■ Exercise goal ■
Return, word for word, only the lines of the data below that lie between the line with "Annotate the image" and the line with "Enumerate all labels, markers", those two lines included.

Dataset entries:

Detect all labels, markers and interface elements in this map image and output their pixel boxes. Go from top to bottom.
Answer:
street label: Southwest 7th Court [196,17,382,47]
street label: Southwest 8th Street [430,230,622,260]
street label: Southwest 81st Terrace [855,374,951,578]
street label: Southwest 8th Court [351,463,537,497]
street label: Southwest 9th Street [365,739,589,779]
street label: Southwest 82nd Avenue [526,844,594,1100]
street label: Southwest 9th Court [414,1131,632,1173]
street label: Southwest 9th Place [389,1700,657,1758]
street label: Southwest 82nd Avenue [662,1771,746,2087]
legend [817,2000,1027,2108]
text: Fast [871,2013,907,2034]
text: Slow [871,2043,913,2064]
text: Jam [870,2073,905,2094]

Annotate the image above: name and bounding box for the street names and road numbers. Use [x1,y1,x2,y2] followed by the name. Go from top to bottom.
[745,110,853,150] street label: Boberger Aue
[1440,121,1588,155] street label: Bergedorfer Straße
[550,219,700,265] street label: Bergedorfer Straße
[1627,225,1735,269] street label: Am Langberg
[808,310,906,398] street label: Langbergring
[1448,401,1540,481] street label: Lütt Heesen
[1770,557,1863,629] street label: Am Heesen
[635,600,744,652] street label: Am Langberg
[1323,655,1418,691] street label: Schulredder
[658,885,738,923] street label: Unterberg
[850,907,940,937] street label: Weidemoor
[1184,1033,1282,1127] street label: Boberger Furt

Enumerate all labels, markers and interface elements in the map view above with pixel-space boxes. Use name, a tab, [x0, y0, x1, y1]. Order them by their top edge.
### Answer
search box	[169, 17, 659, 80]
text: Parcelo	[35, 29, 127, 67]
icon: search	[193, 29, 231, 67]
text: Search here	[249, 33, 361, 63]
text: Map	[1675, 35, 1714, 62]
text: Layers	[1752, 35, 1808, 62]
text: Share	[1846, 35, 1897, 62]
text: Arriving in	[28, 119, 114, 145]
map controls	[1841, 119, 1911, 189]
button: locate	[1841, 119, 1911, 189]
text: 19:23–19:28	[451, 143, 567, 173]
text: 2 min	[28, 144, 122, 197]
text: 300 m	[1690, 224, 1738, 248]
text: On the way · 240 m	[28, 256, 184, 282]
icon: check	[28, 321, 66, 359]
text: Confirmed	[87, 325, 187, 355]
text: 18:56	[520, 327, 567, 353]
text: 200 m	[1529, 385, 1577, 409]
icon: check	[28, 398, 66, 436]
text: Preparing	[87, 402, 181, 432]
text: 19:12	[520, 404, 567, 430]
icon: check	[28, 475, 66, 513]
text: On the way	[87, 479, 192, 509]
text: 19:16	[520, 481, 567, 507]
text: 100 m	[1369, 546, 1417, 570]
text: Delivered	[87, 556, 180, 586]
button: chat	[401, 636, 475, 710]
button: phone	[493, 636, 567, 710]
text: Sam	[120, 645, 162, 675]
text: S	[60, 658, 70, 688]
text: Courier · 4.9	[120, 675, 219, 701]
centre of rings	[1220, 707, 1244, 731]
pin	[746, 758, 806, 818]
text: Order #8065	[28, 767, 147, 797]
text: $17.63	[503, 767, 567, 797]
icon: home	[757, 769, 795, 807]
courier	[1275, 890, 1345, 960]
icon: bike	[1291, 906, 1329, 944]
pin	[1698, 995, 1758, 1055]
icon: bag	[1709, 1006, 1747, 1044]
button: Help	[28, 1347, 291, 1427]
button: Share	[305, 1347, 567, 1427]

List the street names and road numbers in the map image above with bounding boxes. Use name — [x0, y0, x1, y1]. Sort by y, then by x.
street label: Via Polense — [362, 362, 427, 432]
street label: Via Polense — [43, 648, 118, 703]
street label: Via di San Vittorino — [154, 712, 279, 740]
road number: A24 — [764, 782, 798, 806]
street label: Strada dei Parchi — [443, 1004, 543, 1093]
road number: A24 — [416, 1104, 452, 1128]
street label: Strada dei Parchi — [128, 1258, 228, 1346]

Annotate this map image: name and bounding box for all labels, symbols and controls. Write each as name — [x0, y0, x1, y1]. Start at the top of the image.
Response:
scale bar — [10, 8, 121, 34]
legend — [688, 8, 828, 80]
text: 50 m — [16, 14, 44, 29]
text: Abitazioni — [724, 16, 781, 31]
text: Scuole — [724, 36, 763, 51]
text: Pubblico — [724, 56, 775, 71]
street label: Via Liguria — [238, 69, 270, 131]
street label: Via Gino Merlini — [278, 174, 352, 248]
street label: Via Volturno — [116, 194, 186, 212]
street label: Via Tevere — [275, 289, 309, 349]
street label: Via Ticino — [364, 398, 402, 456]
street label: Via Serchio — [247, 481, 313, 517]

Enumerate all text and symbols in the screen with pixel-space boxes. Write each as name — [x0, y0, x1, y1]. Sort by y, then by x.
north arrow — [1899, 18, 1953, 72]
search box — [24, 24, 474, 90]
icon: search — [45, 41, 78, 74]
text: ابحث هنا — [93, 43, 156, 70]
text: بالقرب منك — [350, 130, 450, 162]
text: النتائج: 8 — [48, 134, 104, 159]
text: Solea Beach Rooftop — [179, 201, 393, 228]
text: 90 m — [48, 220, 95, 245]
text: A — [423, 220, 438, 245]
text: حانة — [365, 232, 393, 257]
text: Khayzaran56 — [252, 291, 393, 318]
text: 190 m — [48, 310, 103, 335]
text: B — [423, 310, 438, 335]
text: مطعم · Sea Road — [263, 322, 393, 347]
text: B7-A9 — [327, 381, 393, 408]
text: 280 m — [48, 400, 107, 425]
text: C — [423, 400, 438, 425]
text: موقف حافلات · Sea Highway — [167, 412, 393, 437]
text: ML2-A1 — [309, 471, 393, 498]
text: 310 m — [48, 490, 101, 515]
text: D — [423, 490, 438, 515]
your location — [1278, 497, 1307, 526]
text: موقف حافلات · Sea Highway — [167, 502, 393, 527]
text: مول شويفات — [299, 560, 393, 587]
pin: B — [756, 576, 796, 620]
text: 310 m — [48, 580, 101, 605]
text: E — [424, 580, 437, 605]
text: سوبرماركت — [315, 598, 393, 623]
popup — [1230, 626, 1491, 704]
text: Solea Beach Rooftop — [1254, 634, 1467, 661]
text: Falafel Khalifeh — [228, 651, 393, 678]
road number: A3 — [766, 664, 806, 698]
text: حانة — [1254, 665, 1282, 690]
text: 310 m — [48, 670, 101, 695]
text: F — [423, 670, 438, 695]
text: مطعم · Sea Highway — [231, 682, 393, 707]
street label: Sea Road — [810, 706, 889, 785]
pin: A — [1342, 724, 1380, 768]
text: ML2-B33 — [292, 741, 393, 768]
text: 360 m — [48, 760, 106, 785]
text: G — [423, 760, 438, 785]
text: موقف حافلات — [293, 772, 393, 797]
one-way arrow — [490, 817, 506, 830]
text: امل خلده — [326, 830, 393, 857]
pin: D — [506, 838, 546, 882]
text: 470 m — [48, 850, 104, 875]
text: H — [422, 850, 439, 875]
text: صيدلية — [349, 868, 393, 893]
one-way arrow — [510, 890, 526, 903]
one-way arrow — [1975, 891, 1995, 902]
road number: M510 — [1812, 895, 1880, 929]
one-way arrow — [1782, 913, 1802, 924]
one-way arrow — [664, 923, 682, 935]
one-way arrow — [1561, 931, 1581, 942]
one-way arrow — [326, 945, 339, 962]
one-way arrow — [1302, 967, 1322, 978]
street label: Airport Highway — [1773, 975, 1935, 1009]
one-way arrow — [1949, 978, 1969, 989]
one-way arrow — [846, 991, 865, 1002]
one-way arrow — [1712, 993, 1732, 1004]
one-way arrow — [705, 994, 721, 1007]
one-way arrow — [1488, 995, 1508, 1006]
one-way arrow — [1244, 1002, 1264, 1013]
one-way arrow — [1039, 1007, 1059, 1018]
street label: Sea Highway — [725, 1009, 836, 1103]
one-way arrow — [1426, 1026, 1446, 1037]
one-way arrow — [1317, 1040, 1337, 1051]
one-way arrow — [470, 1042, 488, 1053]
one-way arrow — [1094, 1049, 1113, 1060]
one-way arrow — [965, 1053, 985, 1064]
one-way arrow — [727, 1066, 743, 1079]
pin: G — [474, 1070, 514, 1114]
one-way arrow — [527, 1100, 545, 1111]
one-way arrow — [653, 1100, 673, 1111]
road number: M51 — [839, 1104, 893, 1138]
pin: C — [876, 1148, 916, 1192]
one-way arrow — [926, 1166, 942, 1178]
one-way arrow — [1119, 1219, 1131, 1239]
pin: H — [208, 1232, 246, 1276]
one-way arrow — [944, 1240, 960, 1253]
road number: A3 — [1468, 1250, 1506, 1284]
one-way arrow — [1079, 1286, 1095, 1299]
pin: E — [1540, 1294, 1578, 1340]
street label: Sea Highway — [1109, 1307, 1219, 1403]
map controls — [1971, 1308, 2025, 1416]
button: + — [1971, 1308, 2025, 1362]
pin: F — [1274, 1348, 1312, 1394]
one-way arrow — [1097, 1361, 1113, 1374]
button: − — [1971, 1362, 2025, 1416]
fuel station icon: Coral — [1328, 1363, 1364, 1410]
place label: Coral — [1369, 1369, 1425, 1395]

■ Output for this task ■
Annotate the image above: name and bounding box for the street names and road numbers. Use [x1,y1,x2,y2] followed by the name. Go from top to bottom.
[745,110,853,150] street label: Boberger Aue
[1440,121,1588,155] street label: Bergedorfer Straße
[550,219,700,265] street label: Bergedorfer Straße
[1627,225,1735,269] street label: Am Langberg
[808,310,906,398] street label: Langbergring
[1448,401,1540,481] street label: Lütt Heesen
[1770,557,1863,629] street label: Am Heesen
[635,600,744,652] street label: Am Langberg
[1323,655,1418,691] street label: Schulredder
[658,885,738,923] street label: Unterberg
[850,907,940,937] street label: Weidemoor
[1184,1033,1282,1127] street label: Boberger Furt

Enumerate all labels, markers and interface elements in the map view above with pixel-space boxes. Use name, a tab, [x0, y0, x1, y1]. Order them by their top edge.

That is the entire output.